### Problem to work on
Set down exactly, with nothing added, the lines from the one containing "Task: Extract the" through the end of the entries.

(Stored data entries)
━━━━━━━━━━━━━━━━
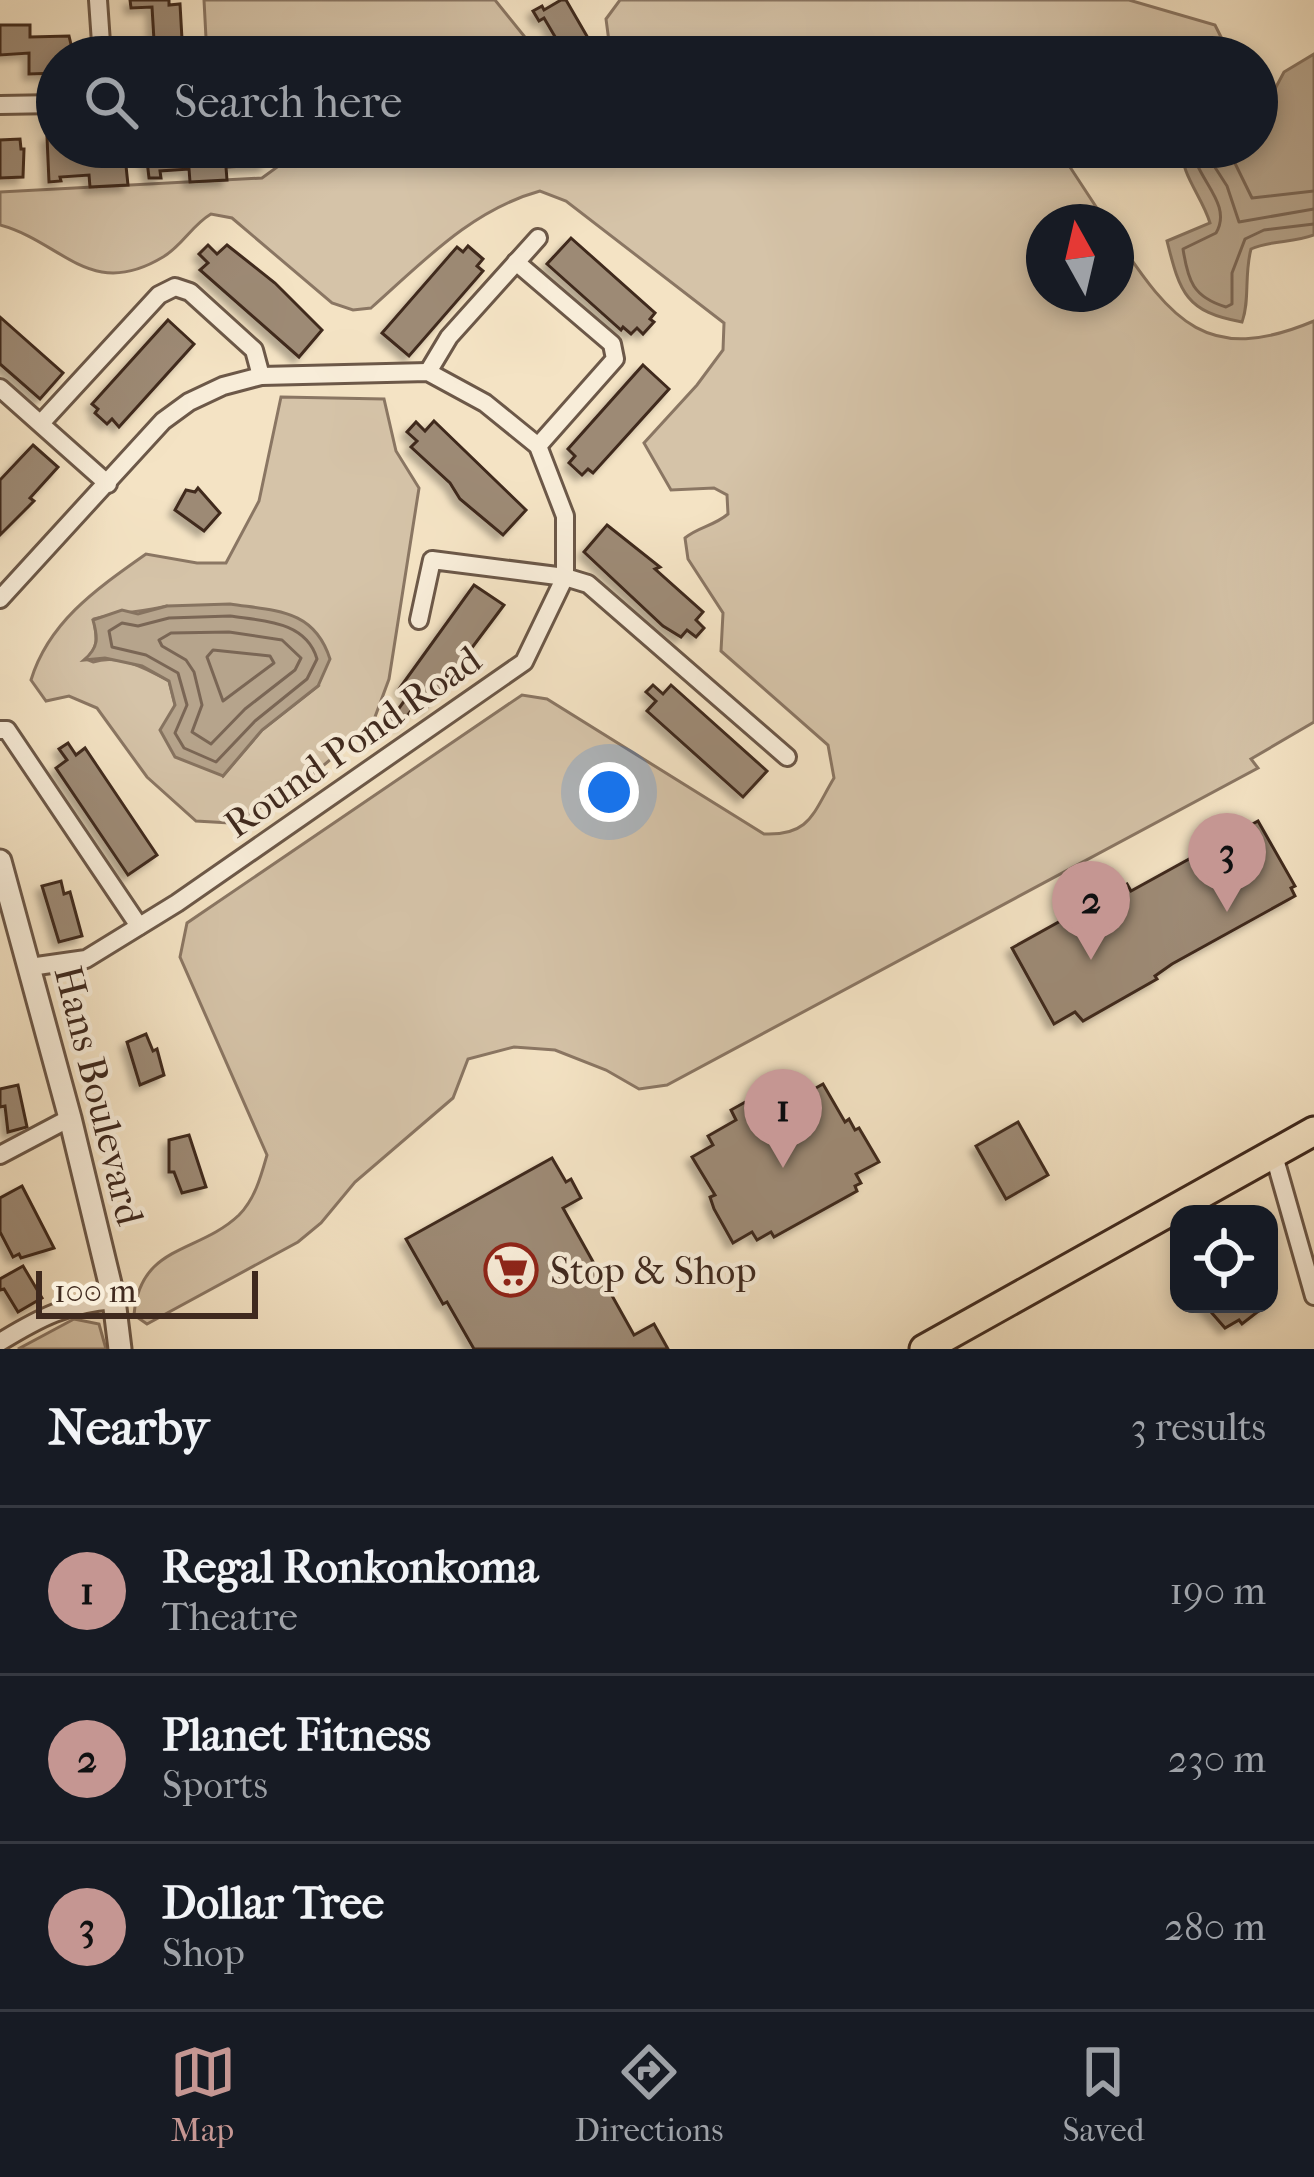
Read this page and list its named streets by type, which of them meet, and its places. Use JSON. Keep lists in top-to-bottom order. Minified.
{"streets":{"street":["Round Pond Road","Hans Boulevard"]},"crossings":[["Round Pond Road","Hans Boulevard"]],"places":{"supermarket":["Stop & Shop"]},"scale_bar":"100 m","north":"top","page":{"search":"Search here","pins":["3","2","1"],"scale":"100 m","heading":["Nearby","3 results"],"list":[{"mark":"1","name":"Regal Ronkonkoma","note":"Theatre","value":"190 m"},{"mark":"2","name":"Planet Fitness","note":"Sports","value":"230 m"},{"mark":"3","name":"Dollar Tree","note":"Shop","value":"280 m"}],"nav":["Map","Directions","Saved"]}}
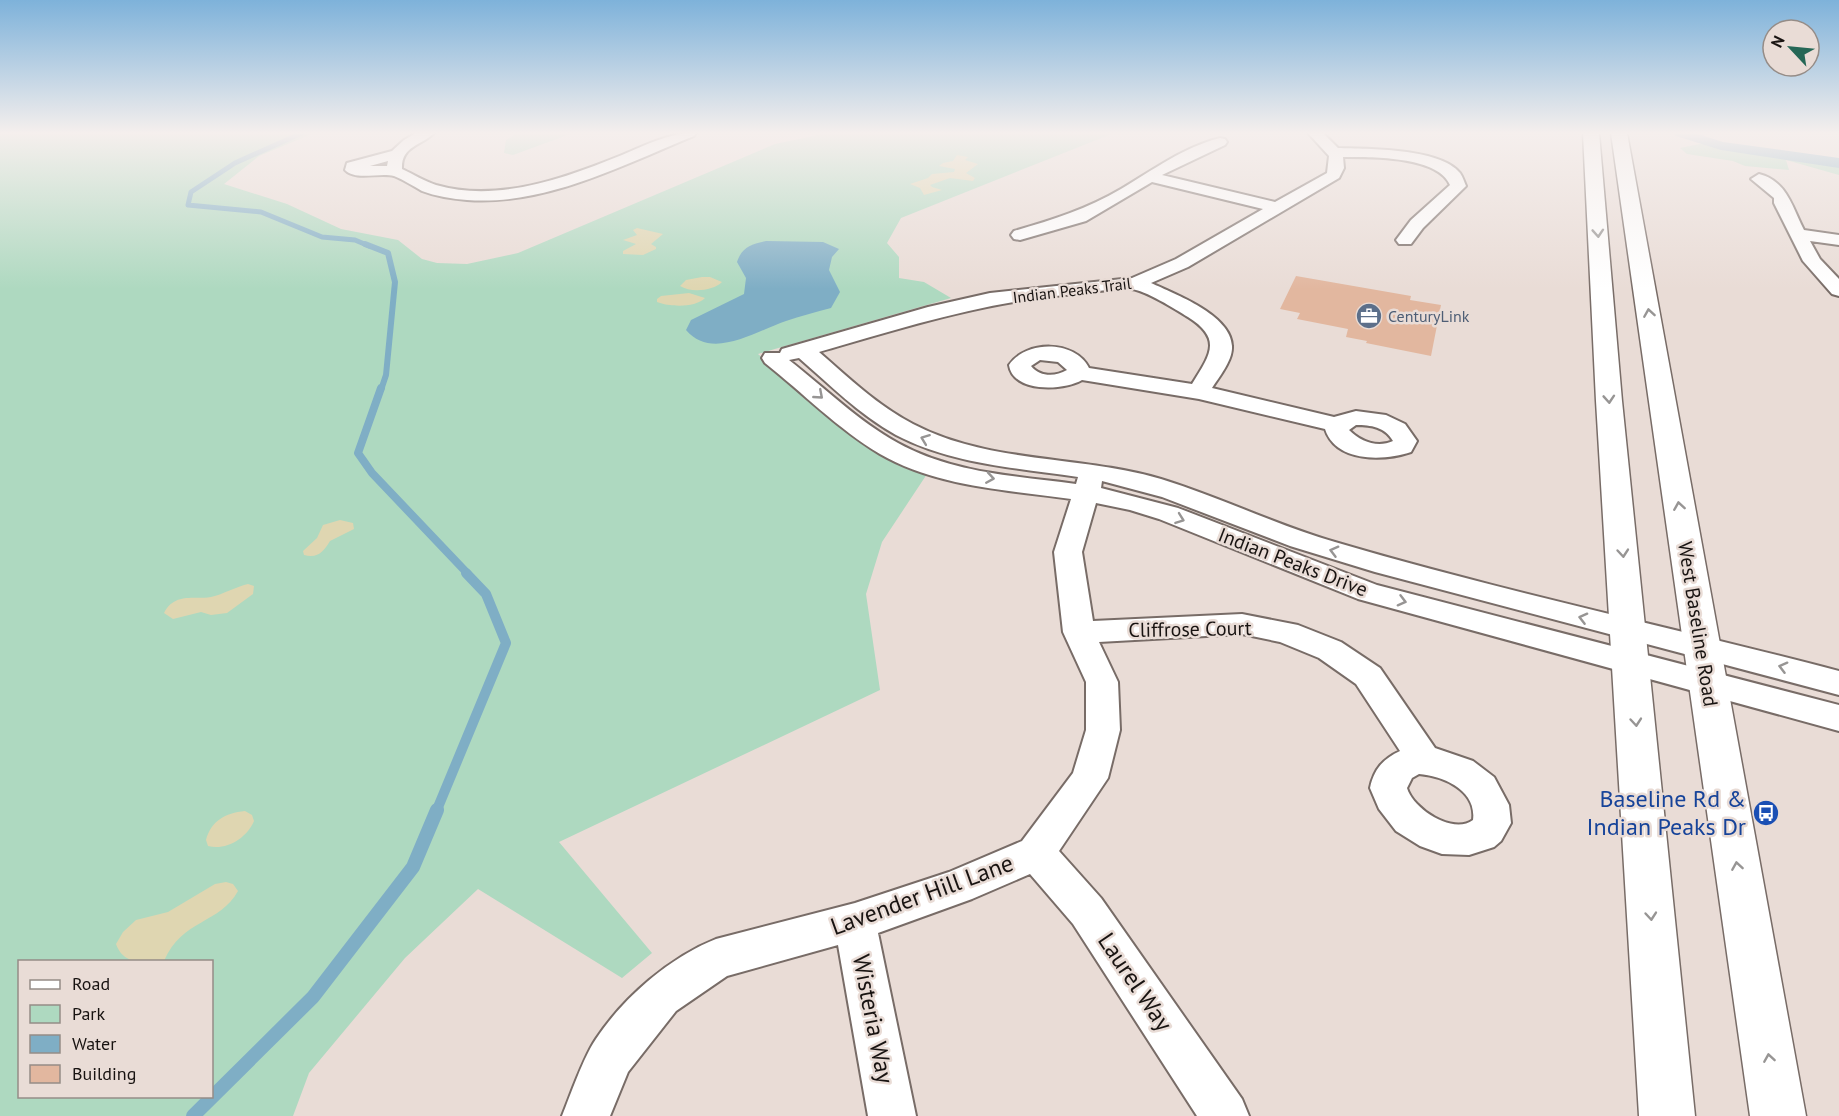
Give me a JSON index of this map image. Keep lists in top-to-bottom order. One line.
{"streets":{"main road":["West Baseline Road"],"street":["Indian Peaks Trail","Indian Peaks Drive","Cliffrose Court","Lavender Hill Lane","Laurel Way","Wisteria Way"]},"crossings":[["Indian Peaks Trail","Indian Peaks Drive"],["Indian Peaks Drive","West Baseline Road"],["Indian Peaks Drive","Lavender Hill Lane"],["Cliffrose Court","Lavender Hill Lane"],["Lavender Hill Lane","Laurel Way"],["Lavender Hill Lane","Wisteria Way"]],"places":{"office":["CenturyLink"],"bus stop":["Baseline Rd & Indian Peaks Dr"]},"legend":["Road","Park","Water","Building"],"north":"top left"}
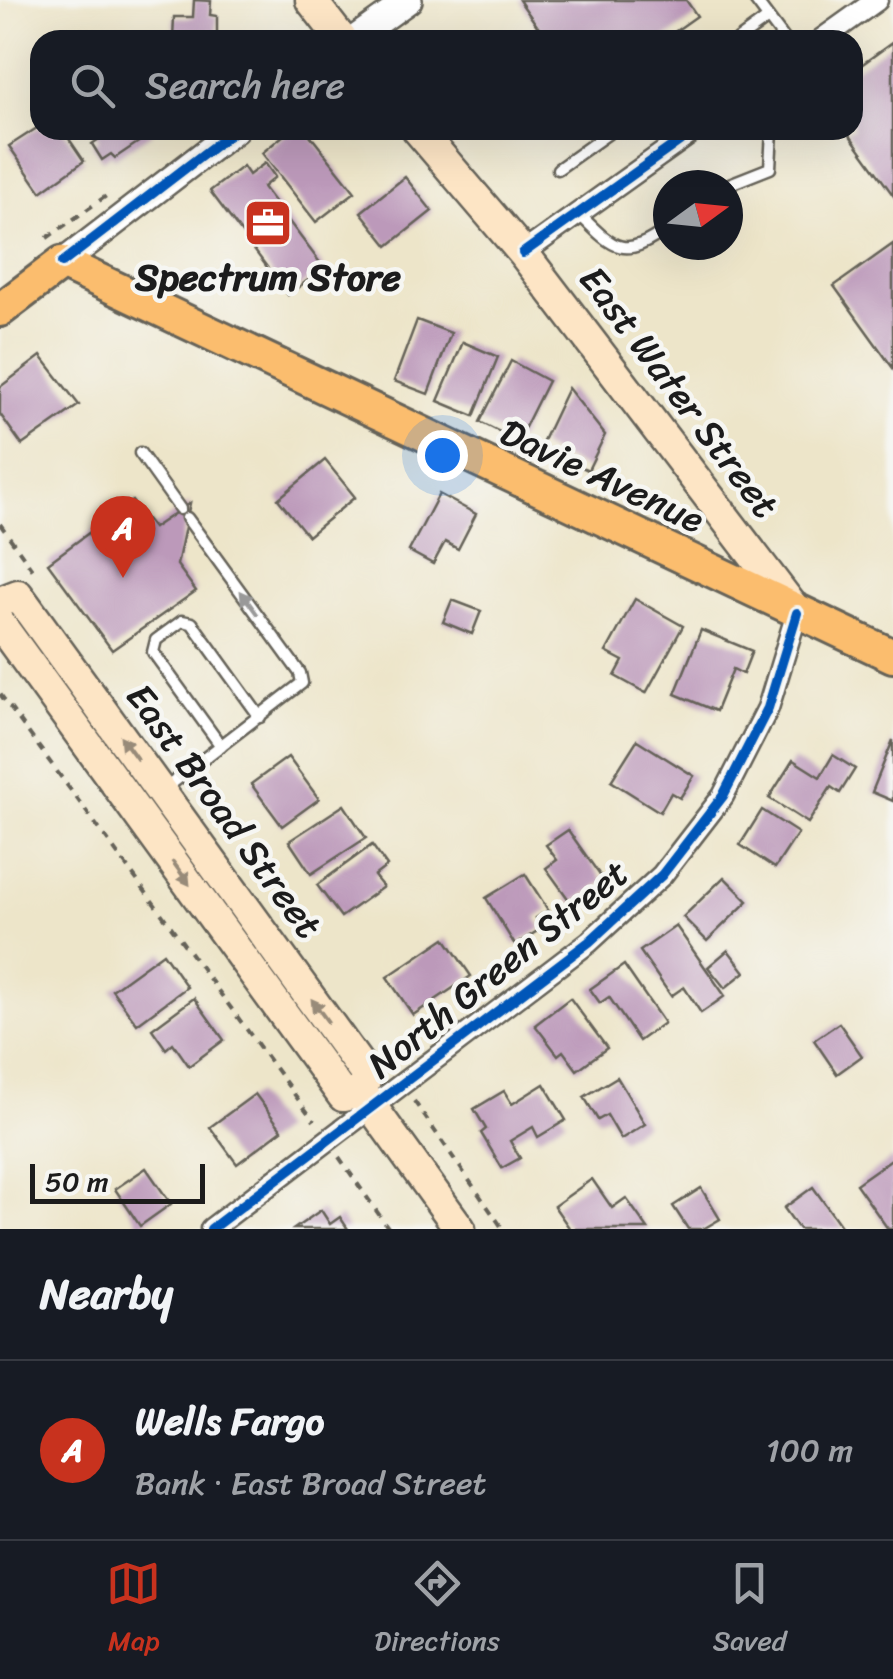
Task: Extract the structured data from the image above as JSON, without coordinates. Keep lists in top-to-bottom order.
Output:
{
  "streets": {
    "main road": ["East Water Street", "Davie Avenue", "East Broad Street"],
    "street": ["North Green Street"]
  },
  "crossings": [
    ["East Water Street", "Davie Avenue"],
    ["East Water Street", "North Green Street"],
    ["Davie Avenue", "North Green Street"],
    ["East Broad Street", "North Green Street"]
  ],
  "places": {
    "office": ["Spectrum Store"]
  },
  "scale_bar": "50 m",
  "north": "right",
  "page": {
    "search": "Search here",
    "pins": "A",
    "scale": "50 m",
    "heading": "Nearby",
    "list": [
      {
        "mark": "A",
        "name": "Wells Fargo",
        "note": "Bank · East Broad Street",
        "value": "100 m"
      }
    ],
    "nav": ["Map", "Directions", "Saved"]
  }
}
━━━━━━━━━━━━━━━━
### Solution to this problem
Task: Extract the structured data from the image above as JSON, without coordinates. Keep lists in top-to-bottom order.
Output:
{
  "streets": {
    "main road": ["East Water Street", "Davie Avenue", "East Broad Street"],
    "street": ["North Green Street"]
  },
  "crossings": [
    ["East Water Street", "Davie Avenue"],
    ["East Water Street", "North Green Street"],
    ["Davie Avenue", "North Green Street"],
    ["East Broad Street", "North Green Street"]
  ],
  "places": {
    "office": ["Spectrum Store"]
  },
  "scale_bar": "50 m",
  "north": "right",
  "page": {
    "search": "Search here",
    "pins": "A",
    "scale": "50 m",
    "heading": "Nearby",
    "list": [
      {
        "mark": "A",
        "name": "Wells Fargo",
        "note": "Bank · East Broad Street",
        "value": "100 m"
      }
    ],
    "nav": ["Map", "Directions", "Saved"]
  }
}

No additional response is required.